Dora fingia o tempo todo, era como se ele nunca houvesse lançado a aliança sobre ela e lhe dito coisas tão odiosas. Viu com prazer ele procurar a aliança no chão do quarto e pôr no dedo. Pedro ficou muito caseiro e sequer falava com os amigos, estava o tempo todo ao lado da mulher. Parecia evitar o mundo; além do portão de madeira, só haviam problemas e tentações. Mudou bastante, não falava muito e até comia seu bolo de milho sem reclamar.
Todos o acharam diferente, até arredio. Dora o defendia e até tentou levá-lo à igreja, mas mudou de ideia ao ver o carro da amante dele pela vizinhança. Ela ainda o queria. Um mês depois e ela ainda insistia com aquele romance absurdo!
Dora na cama notou que a mão de Pedro estava inchada. Pela manhã acordou e não o viu na cama, a aliança sobre a mesinha de cabeceira. Correu desembestada pela casa e o encontrou no portão conversando com o padeiro. Foi somente um susto, ele ainda estava ao seu lado, iam criar o filho juntos. Segurou o ventre sentindo uma dor aguda e caiu ao chão.
O carteiro abriu o portão e a juntou do chão da área da casa e começou a gritar por ajuda. Ninguém apareceu do interior da casa. Sem alternativas a tomou nos braços e a levou para dentro, enquanto ela gemia e sangrava. Pela casa procurou o quarto e logo o achou.

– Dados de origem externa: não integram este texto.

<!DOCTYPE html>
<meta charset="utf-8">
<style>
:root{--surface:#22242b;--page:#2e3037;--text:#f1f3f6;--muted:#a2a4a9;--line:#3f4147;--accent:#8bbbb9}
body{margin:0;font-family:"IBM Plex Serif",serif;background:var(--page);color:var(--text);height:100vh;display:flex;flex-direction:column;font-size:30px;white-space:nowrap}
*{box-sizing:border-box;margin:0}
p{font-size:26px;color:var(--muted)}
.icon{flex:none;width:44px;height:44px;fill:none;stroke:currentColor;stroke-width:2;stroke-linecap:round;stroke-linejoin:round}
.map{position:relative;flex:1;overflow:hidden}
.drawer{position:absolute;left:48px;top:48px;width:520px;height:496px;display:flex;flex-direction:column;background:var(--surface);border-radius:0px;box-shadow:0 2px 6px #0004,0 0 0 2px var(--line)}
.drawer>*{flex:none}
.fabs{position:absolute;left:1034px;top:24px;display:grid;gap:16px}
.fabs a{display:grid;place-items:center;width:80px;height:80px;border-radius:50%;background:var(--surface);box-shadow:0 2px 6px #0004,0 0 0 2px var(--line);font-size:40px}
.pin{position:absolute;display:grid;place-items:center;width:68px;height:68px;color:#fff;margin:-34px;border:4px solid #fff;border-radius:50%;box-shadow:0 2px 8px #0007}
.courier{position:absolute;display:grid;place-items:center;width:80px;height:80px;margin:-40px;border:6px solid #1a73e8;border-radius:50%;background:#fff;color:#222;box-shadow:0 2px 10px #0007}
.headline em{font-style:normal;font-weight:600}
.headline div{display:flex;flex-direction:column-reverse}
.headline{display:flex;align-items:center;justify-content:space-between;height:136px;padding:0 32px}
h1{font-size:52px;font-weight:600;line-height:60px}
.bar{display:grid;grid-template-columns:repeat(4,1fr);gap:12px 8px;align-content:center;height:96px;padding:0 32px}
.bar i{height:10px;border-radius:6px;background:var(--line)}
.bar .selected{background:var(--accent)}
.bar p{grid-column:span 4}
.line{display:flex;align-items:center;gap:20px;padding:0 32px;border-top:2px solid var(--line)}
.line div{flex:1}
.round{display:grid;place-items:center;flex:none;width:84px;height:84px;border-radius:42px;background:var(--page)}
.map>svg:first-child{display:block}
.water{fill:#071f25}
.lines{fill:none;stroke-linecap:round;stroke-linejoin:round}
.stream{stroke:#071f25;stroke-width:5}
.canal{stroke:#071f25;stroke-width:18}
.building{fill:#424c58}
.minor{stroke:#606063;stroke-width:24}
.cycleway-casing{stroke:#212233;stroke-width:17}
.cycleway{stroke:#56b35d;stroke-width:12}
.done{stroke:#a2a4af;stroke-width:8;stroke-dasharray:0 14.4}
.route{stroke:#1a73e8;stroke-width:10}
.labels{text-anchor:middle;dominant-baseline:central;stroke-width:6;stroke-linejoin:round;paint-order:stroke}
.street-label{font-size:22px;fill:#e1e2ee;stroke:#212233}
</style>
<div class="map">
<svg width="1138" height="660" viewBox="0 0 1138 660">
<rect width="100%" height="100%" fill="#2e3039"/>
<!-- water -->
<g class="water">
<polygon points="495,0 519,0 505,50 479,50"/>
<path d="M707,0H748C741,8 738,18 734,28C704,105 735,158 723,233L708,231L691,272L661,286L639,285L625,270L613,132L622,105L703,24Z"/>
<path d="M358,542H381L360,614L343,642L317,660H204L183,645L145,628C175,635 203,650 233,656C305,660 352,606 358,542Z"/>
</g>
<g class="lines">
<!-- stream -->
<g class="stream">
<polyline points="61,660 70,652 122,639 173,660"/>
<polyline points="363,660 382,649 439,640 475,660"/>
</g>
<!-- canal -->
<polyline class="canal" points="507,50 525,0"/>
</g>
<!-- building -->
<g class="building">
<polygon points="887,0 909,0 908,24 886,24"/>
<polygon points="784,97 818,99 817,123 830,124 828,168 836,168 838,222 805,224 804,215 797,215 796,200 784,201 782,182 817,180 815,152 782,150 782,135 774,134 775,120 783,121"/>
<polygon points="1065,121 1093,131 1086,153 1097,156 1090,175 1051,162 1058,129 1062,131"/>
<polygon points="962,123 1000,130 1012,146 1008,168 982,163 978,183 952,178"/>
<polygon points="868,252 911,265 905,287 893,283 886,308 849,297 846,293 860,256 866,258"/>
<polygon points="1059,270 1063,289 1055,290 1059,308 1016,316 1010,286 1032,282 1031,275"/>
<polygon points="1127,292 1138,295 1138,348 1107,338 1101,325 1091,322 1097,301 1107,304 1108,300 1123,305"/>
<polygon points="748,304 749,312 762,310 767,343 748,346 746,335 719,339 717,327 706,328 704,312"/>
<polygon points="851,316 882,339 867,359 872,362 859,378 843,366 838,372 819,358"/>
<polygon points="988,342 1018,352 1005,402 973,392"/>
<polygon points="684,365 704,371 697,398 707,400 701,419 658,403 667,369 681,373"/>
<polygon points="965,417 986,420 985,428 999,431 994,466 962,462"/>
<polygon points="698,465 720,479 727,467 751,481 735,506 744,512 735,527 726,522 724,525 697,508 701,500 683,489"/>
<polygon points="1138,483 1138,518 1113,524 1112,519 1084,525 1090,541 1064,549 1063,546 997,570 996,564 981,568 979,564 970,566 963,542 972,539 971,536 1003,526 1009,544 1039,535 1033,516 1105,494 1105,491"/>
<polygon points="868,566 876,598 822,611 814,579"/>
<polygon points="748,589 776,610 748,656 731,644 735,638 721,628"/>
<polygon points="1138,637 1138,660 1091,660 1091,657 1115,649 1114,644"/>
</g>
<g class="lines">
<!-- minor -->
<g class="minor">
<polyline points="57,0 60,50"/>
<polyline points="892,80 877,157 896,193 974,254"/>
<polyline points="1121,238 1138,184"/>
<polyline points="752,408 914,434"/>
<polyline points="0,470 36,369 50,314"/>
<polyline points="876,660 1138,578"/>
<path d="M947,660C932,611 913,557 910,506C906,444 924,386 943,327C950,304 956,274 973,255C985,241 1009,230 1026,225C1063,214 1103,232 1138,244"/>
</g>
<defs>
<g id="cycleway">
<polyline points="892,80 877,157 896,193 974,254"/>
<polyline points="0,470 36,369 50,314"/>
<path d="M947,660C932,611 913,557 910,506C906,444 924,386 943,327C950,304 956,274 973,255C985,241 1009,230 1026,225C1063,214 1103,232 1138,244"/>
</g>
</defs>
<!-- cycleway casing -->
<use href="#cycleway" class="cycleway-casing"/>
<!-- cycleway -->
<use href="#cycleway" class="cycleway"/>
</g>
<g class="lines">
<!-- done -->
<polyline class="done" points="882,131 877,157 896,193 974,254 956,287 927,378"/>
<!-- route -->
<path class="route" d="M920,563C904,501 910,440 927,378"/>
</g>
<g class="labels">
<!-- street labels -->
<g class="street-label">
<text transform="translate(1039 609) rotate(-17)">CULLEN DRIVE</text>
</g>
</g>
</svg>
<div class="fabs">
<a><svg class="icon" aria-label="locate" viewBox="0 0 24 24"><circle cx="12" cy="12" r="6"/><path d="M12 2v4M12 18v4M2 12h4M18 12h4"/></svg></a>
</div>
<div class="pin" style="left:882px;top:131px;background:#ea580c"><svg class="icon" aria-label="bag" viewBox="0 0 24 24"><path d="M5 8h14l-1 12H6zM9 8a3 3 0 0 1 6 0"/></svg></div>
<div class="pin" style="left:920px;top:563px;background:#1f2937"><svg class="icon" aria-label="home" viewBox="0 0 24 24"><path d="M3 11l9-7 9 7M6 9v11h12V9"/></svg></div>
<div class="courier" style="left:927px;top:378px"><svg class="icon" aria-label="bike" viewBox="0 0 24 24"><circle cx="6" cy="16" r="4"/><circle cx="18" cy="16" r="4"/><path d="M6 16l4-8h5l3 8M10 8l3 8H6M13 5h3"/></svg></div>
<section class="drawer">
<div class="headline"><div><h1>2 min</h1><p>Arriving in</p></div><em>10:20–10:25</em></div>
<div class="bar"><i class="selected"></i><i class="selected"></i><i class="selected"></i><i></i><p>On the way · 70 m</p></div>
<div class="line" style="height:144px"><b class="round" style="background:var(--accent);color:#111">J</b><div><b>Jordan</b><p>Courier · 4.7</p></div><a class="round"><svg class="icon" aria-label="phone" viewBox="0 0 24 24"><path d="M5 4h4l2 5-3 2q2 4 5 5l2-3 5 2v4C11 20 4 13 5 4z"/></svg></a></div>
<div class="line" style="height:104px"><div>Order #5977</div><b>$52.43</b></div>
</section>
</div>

A visão é um dos cinco sentidos, provavelmente o mais enganoso deles. Ela lhe prega peças. Uma sombra pode ser um vulto, um vulto pode ser um homem. E um cadáver pode ser um marido fiel.

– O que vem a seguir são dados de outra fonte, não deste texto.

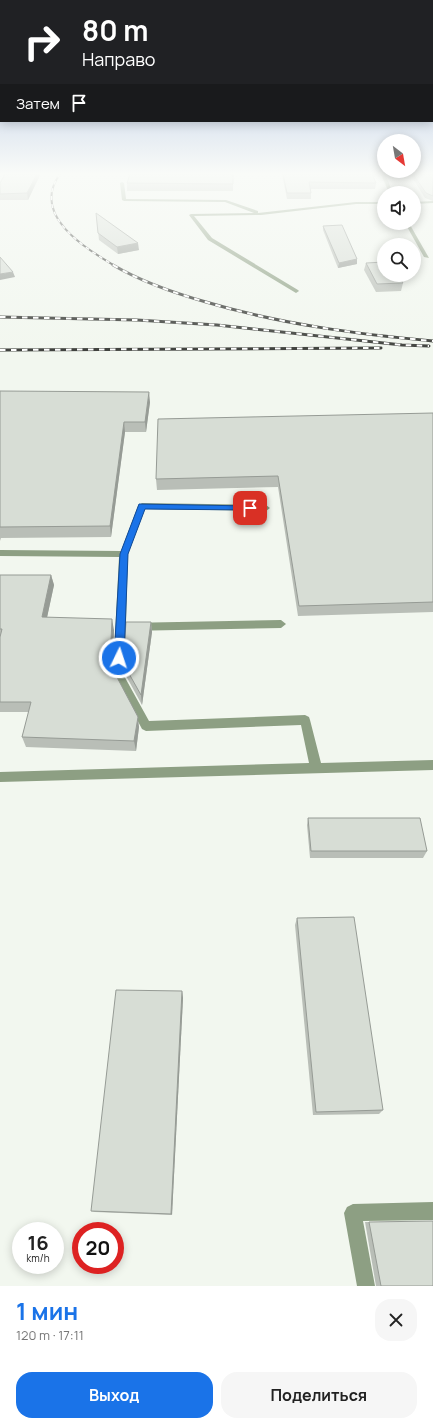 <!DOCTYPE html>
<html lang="ru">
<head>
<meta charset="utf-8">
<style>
  :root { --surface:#fff; --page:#f6f6f6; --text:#222; --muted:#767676; --accent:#1a73e8 }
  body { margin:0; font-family:Manrope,sans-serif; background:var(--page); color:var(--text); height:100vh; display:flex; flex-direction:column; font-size:15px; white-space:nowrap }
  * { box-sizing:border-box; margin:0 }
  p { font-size:13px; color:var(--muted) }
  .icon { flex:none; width:22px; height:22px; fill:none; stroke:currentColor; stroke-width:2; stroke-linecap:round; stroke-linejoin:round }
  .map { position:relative; height:1286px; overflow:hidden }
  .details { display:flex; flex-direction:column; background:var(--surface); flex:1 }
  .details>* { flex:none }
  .banner { position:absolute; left:0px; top:0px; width:433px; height:122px; box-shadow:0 2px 10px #0003; background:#202124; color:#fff; overflow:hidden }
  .needle { width:26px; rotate:149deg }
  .tools { position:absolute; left:377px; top:134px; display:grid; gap:8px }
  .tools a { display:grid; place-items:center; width:44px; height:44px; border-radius:50%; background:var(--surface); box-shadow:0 2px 10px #0003; font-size:20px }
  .speed { position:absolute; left:12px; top:1222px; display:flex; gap:8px; font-size:20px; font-weight:700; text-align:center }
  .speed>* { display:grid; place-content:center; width:52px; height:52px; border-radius:50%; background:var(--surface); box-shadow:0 2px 10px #0003; line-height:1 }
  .speed small { font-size:10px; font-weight:400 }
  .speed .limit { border:6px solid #d22; background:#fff; color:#111 }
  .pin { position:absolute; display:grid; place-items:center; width:34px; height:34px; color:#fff; margin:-17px; border-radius:8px; box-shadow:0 2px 6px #0006 }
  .me { position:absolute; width:44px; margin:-22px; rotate:4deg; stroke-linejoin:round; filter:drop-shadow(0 0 3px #0008) }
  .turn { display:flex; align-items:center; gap:14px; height:84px; padding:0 16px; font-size:18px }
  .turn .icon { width:52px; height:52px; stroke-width:2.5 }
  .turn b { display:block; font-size:28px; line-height:34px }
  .then { display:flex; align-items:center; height:38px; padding:0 16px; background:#0003; gap:8px; font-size:15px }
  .round { display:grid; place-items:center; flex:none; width:42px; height:42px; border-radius:16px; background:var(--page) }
  .summary { display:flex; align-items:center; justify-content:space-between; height:68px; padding:0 16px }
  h1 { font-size:24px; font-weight:700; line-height:30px; color:var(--accent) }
  .button { display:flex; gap:8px; margin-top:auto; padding:8px 16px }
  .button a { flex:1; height:46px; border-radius:16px; background:var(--accent); color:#fff; font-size:16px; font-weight:700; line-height:46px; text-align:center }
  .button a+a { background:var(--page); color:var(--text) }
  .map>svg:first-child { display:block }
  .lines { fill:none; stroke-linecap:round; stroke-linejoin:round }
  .service { fill:#8d9f83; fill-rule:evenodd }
  .rail-far1-casing { stroke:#3c3e3a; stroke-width:2 }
  .rail-casing { stroke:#3c3e3a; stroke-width:3 }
  .rail-far1 { stroke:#fff; stroke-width:1.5; stroke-dasharray:4; stroke-linecap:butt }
  .rail { stroke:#fff; stroke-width:2; stroke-dasharray:5.5; stroke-linecap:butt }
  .wall { fill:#b9beb7 }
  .shaded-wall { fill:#969b95 }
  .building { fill:#d7ddd5; stroke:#969b95 }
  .route { fill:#1a73e8; stroke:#114b97 }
</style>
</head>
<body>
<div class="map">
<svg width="433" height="1286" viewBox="0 0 433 1286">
  <rect width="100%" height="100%" fill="#f2f7ef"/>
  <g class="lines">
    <!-- service -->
    <g class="service">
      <path d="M381,174H385L393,193H389Z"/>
      <path d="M122,182L124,183L126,199L226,200L258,211V213L356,202H384V204H356L261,215L194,216L212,238L298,290L299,291L296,293L208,240L189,215L191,214L254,213L225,202L124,201L122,200L120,183Z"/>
      <path d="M433,201V203L414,204V202Z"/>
      <path d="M405,223H409L429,258L424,257Z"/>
      <path d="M142,503L266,505L270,508L266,511L145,509L128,554L126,623L281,620L286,624L281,628L126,631L123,674L149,721L305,715L309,717L310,720L321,763L433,760V770L0,782V772L309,763L301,725L146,731L142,729L113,674L119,557L0,556V550L121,551L138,506Z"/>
      <path d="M433,1202V1220L363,1221L375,1286H357L344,1213L347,1207L353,1204Z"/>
    </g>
    <!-- rail-far1 casing -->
    <g class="rail-far1-casing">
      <path id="rail-far1" d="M60,174C30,215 85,248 115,266"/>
    </g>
    <!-- rail casing -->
    <g class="rail-casing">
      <g id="rail">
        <path d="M113,265C142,282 174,293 206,302C280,324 356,334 433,341"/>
        <path d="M0,317L137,320L217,325L402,345L429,346"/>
        <path d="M0,350L381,348"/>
      </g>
    </g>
    <!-- rail-far1 -->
    <use href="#rail-far1" class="rail-far1"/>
    <!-- rail -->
    <use href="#rail" class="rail"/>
  </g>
  <!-- wall -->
  <g class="wall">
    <path d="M5,174H40V175L28,200H0V183Z"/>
    <path d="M128,174H233V191H127V183L129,177Z"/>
    <path d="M282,174H372L376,183L375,189H310L311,193V199H287Z"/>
    <path d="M410,174H433V201L425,198Z"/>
    <path d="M96,213L139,250L118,254L99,240Z"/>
    <path d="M323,226L357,259V264L338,268L323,230Z"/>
    <path d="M366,263L403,283L401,291L376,292L364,270Z"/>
    <path d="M0,391L150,402L146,432H125L111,537L1,538L0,541Z"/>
    <path d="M433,413V612L298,616L278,487L157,490L156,479Z"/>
    <path d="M0,575H51L54,585L47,617L114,630L112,668L139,727L136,751L26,747L22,737L29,712H0Z"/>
    <path d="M151,622L152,632L142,705L125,674L123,663Z"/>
    <path d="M308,818L427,851L423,858H310L307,825Z"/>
    <path d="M297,918L383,1110L379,1114L313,1115L295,925Z"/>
    <path d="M182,991L183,998L172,1215L95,1212L91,1211Z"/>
    <path d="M365,1222H369L433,1286H376Z"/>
  </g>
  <!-- shaded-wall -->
  <g class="shaded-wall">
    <path d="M37,174H40V175L28,200L27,193Z"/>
    <path d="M138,243L139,250L118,254L117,247Z"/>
    <path d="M357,259V264L338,268L339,263Z"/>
    <path d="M13,272L15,277L0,280V274Z"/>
    <path d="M149,392L150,402L146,432L145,422Z"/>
    <path d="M124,422L125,432L111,537L110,526Z"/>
    <path d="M51,575L54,585L45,627L42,617Z"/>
    <path d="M112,619L114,630L112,674L110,664Z"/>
    <path d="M151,622L152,632L142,705L141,695Z"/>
    <path d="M138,717L139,727L136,751L134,741Z"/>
    <path d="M182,991L183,998L172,1215L171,1214Z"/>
  </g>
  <!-- building -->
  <g class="building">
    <path d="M5,174H37L27,193L0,194V183Z"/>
    <path d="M130,174H233V184L127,183Z"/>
    <path d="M283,174H372L376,183L309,182L311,193H287Z"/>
    <path d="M413,174H433V196L426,193Z"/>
    <path d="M96,213L138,243L117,247L98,233Z"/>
    <path d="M342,225L357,259L339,263L323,226Z"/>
    <path d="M0,257L13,272L0,274Z"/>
    <path d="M384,262V275H398L403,283L377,284L366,263Z"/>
    <path d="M0,391L149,392L145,422H124L110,526L0,527Z"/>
    <path d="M433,413V602L299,606L278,476L156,479L158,419Z"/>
    <path d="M0,575H51L42,617L112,619L110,664L138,717L134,741L22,737L31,702H0V637L2,629H0Z"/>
    <path d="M126,622H151L141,695L123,663Z"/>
    <path d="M308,818H420L427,851H311Z"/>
    <path d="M354,917L383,1110L316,1112L297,918Z"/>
    <path d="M116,990L182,991L171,1214L91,1211Z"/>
    <path d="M433,1221V1286H381L369,1222Z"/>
  </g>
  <!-- sky -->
  <linearGradient id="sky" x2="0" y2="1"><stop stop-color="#a0b7e0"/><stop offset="0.49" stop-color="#f9fbf8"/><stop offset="1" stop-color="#f9fbf8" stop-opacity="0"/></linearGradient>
  <rect width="433" height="354" fill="url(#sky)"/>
  <!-- route -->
  <path class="route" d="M139,504L250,506L254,508L250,510L145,509L128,554L124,658L119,661L114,658L120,554Z"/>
</svg>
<div class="tools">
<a><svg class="needle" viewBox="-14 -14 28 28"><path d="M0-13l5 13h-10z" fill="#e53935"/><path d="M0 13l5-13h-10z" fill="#767676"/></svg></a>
<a><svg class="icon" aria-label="sound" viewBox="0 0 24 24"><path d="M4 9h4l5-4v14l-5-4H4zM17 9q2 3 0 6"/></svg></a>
<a><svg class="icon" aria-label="search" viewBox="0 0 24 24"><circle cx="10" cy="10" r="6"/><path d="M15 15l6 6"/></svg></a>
</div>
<div class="speed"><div>16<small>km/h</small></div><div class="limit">20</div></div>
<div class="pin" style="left:250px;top:508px;background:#d93025"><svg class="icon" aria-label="arrive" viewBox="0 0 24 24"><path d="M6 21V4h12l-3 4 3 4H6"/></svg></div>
<svg class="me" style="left:119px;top:658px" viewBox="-20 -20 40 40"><circle r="17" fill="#1a73e8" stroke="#fff" stroke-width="3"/><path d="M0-11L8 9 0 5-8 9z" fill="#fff"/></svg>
<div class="banner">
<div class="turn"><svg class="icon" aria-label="right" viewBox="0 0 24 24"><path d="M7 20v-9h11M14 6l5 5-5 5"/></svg><div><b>80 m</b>Направо</div></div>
<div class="then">Затем<svg class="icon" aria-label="arrive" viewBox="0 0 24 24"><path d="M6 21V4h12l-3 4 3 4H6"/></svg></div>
</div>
</div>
<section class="details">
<div class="summary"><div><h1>1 мин</h1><p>120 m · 17:11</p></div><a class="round"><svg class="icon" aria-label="close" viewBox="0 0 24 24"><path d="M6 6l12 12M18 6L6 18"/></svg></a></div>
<div class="button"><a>Выход</a><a>Поделиться</a></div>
</section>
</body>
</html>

Pedro não pode se sentir aliviado, e muito menos livre. Estava morto há muito tempo para sentir qualquer coisa. Seu corpo apodrecia sobre a cama há um mês. De sua mão a aliança já havia caído há muito tempo com o resto de seu dedo.
O carteiro vomitou até quase morrer, e Dora continuava chamando o marido. Logo a casa ficou cheia de gente, a ambulância apareceu e levou Dora para o hospital. Ela perdeu o bebê.
Naquela manhã ensolarada, naquele quarto cheio de moscas e fétido, ninguém conseguiu tomar café da manhã. Nem na casa, na vizinhança, no bairro onde a notícia se espalhou.
Era por demais nauseante a visão do cadáver, e mais ainda em imaginar Dora vivendo com ele durante todo aquele tempo.
O assunto virou manchete de jornal, Dora foi internada completamente louca, pensando ainda estar grávida. A amante virou celebridade. O legista encontrou dentro de um cadáver de trinta dias pedaços de bolo de milho.